The demand by patients for past cancer screening tests provides direct evidence of the value of the screens to those patients. One important driver of that value is what changes emerge from testing positive. If a positive test leads to a confirmed diagnosis and increased chance of successful treatment, the diagnostic is more valuable than if such a test resulted in a confirmed diagnosis with limited effective treatment options. Consider HIV testing and highly active antiretroviral therapy (HAART) that emerged in the 1990s. Before antiretroviral treatments were approved by the FDA, a positive HIV test was essentially a test into a death sentence. After the approval of HAART, a positive test facilitated earlier diagnosis and treatment, leading to increased survival. The value of testing into treatment rather than death means that improvements in treatments makes tests even more valuable.

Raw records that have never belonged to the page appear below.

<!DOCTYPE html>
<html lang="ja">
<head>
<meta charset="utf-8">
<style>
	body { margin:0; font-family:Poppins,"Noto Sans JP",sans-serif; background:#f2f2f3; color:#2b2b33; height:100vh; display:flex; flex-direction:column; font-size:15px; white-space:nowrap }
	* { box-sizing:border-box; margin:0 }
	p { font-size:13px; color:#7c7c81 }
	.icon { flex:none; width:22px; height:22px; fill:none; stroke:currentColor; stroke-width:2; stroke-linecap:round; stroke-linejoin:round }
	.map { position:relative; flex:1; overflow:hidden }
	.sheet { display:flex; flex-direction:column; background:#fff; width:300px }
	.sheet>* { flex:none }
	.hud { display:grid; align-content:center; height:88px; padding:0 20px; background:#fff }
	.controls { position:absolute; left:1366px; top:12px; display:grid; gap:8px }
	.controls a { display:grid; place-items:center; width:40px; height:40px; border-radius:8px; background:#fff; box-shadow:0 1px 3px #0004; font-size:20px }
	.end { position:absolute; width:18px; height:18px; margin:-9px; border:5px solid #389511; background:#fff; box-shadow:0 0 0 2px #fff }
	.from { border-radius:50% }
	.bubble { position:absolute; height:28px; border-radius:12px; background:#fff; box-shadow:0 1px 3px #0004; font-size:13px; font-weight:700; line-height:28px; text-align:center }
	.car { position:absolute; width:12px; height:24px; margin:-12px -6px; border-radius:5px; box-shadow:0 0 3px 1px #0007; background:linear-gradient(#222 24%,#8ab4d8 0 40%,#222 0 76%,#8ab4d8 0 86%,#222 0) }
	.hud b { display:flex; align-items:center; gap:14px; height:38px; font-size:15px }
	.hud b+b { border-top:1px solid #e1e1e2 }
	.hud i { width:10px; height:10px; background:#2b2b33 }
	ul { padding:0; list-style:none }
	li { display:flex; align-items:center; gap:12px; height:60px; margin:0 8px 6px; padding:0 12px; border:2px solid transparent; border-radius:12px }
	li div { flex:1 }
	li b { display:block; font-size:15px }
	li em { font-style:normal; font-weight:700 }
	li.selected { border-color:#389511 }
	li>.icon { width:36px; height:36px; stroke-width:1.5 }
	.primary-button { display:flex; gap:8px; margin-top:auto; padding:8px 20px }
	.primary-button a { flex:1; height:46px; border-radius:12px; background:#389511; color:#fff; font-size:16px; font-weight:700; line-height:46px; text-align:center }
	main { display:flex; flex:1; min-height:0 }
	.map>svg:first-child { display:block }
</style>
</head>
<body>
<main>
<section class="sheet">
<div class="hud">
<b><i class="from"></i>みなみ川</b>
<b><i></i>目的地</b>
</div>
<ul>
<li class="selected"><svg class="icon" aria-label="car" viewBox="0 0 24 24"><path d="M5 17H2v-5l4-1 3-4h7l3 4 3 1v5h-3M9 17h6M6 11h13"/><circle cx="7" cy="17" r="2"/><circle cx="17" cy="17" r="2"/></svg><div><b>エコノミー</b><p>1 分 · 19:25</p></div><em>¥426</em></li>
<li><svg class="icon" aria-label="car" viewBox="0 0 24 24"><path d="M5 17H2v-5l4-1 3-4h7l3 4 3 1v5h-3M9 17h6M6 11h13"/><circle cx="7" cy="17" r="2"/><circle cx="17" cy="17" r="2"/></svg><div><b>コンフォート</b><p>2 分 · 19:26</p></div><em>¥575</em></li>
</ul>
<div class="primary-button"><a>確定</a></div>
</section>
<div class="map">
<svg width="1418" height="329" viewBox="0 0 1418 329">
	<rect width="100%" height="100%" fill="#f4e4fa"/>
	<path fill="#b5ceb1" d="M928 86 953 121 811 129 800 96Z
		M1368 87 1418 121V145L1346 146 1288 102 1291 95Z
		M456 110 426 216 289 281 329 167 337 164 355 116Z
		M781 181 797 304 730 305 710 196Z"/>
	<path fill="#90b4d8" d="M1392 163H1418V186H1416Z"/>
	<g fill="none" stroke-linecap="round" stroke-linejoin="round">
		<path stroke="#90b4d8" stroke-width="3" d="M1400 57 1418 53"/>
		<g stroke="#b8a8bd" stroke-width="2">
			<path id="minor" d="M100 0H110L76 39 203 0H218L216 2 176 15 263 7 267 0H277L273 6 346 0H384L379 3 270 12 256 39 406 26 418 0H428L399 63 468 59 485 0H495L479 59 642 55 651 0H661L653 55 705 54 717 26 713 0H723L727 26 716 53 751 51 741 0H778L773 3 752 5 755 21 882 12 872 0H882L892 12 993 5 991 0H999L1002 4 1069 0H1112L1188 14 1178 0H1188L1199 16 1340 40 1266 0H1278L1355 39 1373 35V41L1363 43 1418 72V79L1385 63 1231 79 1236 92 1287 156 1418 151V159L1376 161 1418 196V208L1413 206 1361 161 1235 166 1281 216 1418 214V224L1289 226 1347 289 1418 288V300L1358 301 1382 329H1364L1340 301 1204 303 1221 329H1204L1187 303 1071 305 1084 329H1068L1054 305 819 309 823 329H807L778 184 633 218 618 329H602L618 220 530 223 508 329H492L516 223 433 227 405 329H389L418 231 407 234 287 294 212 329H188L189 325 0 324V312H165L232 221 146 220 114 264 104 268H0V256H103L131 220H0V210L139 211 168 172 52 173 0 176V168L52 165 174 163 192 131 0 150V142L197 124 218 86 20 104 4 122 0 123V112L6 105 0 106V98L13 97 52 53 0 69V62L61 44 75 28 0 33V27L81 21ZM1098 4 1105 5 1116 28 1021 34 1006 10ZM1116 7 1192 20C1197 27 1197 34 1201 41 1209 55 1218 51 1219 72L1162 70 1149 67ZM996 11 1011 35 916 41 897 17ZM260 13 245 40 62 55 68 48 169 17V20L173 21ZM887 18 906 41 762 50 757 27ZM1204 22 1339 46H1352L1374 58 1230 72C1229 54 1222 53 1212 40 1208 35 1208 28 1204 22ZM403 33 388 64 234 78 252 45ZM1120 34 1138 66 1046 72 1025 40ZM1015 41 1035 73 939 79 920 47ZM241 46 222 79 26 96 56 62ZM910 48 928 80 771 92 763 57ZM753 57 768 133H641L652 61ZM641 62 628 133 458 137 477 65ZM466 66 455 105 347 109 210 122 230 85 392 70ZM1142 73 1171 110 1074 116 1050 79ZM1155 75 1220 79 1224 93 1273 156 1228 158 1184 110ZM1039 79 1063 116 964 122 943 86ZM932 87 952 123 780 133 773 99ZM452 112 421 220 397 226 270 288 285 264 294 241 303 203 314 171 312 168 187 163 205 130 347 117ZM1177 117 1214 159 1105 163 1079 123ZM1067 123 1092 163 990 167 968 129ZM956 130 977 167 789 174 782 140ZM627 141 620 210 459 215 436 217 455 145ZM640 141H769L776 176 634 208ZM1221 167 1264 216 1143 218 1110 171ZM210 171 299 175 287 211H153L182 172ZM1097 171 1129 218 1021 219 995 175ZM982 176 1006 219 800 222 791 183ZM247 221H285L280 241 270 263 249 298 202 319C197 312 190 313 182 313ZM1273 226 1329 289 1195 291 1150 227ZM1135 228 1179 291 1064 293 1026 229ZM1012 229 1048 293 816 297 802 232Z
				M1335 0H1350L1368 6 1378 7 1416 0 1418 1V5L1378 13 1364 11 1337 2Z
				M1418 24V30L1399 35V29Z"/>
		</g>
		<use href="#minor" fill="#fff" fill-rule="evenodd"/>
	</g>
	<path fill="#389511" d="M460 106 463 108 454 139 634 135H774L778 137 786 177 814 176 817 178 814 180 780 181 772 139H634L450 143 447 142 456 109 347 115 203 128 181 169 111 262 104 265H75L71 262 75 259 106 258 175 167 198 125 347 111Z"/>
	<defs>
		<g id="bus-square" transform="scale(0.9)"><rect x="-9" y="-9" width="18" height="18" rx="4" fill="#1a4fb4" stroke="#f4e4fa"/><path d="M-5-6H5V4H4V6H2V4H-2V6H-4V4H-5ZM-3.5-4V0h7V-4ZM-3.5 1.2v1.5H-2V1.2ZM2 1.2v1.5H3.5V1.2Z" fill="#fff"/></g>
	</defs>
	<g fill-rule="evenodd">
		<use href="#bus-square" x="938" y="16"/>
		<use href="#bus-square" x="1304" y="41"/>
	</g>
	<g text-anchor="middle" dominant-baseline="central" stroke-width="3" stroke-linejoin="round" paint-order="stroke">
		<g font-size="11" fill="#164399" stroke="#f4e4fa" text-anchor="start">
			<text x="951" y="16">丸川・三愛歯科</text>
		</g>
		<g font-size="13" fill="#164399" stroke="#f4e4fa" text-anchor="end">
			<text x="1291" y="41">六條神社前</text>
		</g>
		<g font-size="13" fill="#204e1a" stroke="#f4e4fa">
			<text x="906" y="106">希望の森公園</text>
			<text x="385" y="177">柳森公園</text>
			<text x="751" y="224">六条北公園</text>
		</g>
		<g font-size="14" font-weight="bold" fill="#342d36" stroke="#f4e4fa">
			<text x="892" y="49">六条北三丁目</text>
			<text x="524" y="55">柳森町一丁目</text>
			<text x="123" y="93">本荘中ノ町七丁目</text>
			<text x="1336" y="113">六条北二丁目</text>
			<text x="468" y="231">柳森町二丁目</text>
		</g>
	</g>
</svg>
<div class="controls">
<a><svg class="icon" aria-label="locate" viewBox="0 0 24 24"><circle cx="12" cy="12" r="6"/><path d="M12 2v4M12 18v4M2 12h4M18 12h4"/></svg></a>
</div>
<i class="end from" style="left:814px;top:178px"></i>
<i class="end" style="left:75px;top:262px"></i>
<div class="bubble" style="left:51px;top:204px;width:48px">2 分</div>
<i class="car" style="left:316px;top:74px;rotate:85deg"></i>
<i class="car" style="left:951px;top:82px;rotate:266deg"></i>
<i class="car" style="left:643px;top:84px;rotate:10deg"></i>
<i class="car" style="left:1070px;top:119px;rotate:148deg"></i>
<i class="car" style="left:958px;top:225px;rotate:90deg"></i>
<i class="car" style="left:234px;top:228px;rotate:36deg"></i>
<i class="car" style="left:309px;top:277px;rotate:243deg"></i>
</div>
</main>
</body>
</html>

Similar issues pertain to existing cancer diagnostics. Historically, a breast or colon cancer diagnosis was considered a death sentence, whereas today it’s often the start of life-saving treatments – because screening has translated into earlier detection. The new multi-cancer early detection (MCED) tests will continue this pattern. Because they allow for earlier detection, treatments are more likely to have increased effectiveness. Similar to single cancer screening, MCED tests will enable testing into treatment rather than testing into death – and for a much broader range of cancer types. Cleary this suggests a hypothesis that the new tests will be associated with a comparable or lower impact on anxiety relative to existing tests.

Recently presented data from PATHFINDER, a study evaluating a MCED test, revealed several important findings including confirmation of high test specificity, which confers test efficiency through minimization of false positive test results, and levels of general anxiety associated with MCED test results. First, general anxiety scores were low at baseline before the MCED test and did not change substantially a year out after the test irrespective of MCED test result. Second, as expected, anxiety scores rose for those testing positive but trended towards pre-test levels within a year, demonstrating a transient anxiety impact. Third, the proportion of study participants with false positive results (i.e., cancer signal detected but no cancer diagnosis) who experienced an initial rise in anxiety was comparable to the proportion of study participants with a negative MCED test (i.e., no cancer signal detected) by the end of study. Fourth, levels of distress associated directly attributable to a MCED test result disclosure were low. Finally, the study demonstrated a high level of participant satisfaction with the MCED test, regardless of test outcome.  Overall, these results suggest that anxiety levels associated with MCED tests are mild and transitory.

This new evidence is important as it suggests there is nothing unusual about the new cancer tests in terms of affecting anxiety. More importantly, most patients understand and accept that screening may result in such mild anxiety stemming from positive results. But the patients, not third parties, should be the ultimate decision makers regarding the tradeoff between potential anxiety from an MCED test and the potential benefits of earlier cancer detection. For example, many people face anxiety about seeing a dentist but remain adherent to dental services. Indeed, it is hard to argue patients are worse off with the availability of novel MCED tests when they can always live in the world before the tests were invented by not using them.

Tomas J. Philipson is the Daniel Levin Professor of Public Policy Studies Emeritus at the University of Chicago and served in 2017-2020 as a member and acting chair of the President’s Council of Economic Advisers. He serves as a consultant to GRAIL, LLC, a subsidiary of Illumina, Inc.